Exercise details:
Show all lines containing "button" from the data below.

Material for the task:
--
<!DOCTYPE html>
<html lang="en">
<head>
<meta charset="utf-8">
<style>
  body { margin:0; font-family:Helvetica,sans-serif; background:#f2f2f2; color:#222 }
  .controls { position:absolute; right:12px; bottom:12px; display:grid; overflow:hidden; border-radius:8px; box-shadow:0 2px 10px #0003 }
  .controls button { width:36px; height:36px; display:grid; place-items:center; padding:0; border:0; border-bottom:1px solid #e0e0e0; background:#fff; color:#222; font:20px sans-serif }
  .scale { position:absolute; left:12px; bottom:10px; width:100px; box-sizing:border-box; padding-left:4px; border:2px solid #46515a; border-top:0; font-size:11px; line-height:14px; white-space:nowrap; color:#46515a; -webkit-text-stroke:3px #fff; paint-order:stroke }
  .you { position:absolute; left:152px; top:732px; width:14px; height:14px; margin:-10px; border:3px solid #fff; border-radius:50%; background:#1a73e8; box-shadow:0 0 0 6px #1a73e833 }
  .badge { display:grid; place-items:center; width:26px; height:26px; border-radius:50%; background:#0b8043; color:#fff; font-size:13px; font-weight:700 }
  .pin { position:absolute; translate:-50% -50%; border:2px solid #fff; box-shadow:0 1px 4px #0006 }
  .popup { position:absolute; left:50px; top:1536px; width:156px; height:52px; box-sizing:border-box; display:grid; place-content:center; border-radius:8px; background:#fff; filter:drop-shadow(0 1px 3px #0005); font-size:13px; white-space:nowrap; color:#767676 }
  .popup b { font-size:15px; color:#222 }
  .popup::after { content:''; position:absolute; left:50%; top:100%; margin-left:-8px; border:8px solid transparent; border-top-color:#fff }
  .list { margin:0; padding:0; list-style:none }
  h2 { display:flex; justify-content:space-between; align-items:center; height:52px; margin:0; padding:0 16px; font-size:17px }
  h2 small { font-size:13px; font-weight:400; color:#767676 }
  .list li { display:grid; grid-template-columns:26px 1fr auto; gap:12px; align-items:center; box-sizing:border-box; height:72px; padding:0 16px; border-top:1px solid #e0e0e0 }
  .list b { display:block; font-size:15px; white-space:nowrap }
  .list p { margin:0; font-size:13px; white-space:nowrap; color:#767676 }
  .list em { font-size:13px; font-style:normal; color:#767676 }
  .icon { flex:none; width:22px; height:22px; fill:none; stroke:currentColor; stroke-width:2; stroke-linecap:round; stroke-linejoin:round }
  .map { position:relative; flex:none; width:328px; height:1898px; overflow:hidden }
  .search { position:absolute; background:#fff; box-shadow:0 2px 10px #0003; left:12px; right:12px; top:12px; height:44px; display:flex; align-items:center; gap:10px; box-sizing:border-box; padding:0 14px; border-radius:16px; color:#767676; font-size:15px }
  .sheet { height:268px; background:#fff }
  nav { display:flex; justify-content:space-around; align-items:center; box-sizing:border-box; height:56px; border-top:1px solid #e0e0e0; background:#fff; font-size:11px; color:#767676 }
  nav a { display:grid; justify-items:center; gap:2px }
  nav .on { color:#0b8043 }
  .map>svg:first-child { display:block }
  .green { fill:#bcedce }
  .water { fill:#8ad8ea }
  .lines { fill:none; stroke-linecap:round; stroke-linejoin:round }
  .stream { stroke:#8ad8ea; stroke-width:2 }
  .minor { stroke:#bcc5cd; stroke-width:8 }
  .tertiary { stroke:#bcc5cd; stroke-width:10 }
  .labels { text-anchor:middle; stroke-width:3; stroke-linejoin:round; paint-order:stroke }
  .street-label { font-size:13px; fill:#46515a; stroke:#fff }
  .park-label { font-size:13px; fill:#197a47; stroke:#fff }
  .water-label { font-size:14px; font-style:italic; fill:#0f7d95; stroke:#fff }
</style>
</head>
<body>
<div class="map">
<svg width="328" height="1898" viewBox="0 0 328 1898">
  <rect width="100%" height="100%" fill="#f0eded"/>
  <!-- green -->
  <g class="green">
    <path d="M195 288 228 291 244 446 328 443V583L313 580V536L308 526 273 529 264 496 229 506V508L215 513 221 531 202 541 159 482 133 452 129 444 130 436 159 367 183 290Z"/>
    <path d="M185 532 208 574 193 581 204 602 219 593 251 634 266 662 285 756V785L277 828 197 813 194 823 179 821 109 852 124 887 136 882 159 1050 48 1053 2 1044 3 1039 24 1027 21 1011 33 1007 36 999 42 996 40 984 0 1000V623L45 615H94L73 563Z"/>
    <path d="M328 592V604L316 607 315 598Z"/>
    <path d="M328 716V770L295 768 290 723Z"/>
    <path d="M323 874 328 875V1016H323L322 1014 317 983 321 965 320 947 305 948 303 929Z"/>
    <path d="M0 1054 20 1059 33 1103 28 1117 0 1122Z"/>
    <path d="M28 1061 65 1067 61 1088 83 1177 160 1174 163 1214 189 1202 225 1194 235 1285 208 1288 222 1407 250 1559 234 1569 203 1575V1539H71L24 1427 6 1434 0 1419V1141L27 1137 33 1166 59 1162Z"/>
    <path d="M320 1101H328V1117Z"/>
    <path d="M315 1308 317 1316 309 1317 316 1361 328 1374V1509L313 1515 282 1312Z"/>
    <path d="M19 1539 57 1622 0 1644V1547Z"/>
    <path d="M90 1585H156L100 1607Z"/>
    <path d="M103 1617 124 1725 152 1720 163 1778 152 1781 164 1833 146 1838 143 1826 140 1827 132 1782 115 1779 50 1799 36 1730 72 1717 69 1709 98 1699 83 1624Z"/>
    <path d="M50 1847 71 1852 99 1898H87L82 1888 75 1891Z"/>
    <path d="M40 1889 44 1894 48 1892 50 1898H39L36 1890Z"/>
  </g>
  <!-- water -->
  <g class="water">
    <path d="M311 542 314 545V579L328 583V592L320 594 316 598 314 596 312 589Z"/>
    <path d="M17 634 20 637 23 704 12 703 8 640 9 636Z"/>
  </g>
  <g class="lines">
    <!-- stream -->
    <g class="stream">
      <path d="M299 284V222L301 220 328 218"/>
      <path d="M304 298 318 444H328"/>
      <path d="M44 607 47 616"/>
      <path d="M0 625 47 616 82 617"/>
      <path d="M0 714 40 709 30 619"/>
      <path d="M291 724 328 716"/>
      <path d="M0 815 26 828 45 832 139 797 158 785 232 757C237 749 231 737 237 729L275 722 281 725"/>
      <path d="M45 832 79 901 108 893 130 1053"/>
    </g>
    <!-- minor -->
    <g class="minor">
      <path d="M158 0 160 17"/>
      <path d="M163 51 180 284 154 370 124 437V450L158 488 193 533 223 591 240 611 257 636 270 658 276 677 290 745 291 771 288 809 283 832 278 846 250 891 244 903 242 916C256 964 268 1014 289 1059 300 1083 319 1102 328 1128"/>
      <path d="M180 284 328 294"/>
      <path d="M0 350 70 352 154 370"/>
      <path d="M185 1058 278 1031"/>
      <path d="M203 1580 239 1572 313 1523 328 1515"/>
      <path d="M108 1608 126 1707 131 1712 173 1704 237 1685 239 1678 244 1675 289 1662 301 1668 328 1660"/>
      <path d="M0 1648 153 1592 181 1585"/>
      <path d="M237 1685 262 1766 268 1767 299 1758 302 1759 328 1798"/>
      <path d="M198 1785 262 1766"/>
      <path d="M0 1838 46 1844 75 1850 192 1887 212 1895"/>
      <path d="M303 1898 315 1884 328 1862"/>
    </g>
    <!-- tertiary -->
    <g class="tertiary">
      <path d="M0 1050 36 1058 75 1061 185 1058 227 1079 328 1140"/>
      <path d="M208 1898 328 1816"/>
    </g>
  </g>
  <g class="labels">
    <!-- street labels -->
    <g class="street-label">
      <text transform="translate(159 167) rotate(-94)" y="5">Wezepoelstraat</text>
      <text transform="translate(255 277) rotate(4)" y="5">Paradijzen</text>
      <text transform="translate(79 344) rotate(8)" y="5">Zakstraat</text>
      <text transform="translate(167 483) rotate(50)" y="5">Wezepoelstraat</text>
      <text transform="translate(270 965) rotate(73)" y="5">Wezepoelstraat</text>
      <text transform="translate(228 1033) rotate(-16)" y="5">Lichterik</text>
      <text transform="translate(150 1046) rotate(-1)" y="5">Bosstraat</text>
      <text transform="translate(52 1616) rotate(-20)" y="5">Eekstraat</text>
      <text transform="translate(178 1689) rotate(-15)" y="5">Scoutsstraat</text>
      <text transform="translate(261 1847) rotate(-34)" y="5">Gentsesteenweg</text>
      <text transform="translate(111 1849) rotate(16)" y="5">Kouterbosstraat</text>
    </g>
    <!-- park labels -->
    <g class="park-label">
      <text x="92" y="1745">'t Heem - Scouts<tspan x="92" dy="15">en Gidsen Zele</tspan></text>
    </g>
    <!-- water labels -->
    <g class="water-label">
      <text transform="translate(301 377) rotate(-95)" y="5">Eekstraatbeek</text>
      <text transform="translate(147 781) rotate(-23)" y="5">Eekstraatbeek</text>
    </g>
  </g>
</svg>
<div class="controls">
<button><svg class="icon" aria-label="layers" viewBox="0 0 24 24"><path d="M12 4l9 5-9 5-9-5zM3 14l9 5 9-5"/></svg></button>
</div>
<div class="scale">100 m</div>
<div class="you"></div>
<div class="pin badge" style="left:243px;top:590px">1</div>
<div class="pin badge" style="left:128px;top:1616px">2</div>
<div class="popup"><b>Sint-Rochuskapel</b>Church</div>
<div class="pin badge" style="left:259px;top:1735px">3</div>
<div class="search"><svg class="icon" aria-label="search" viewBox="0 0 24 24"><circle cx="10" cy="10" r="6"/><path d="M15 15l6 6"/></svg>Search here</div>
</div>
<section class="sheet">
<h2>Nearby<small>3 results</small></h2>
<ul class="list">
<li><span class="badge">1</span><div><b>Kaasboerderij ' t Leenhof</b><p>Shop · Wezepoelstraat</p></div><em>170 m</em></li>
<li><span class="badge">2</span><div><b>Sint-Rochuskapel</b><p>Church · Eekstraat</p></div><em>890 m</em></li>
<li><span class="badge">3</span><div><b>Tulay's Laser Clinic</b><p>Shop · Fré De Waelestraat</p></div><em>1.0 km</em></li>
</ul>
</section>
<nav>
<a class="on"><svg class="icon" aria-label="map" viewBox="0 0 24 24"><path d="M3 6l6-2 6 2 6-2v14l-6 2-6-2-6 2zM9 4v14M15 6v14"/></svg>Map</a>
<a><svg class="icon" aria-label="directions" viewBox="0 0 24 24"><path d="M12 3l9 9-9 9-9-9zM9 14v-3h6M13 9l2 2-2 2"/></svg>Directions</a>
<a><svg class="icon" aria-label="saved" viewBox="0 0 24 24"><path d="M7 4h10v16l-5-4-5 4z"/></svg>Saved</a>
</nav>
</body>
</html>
--
Finished task:
  .controls button { width:36px; height:36px; display:grid; place-items:center; padding:0; border:0; border-bottom:1px solid #e0e0e0; background:#fff; color:#222; font:20px sans-serif }
<button><svg class="icon" aria-label="layers" viewBox="0 0 24 24"><path d="M12 4l9 5-9 5-9-5zM3 14l9 5 9-5"/></svg></button>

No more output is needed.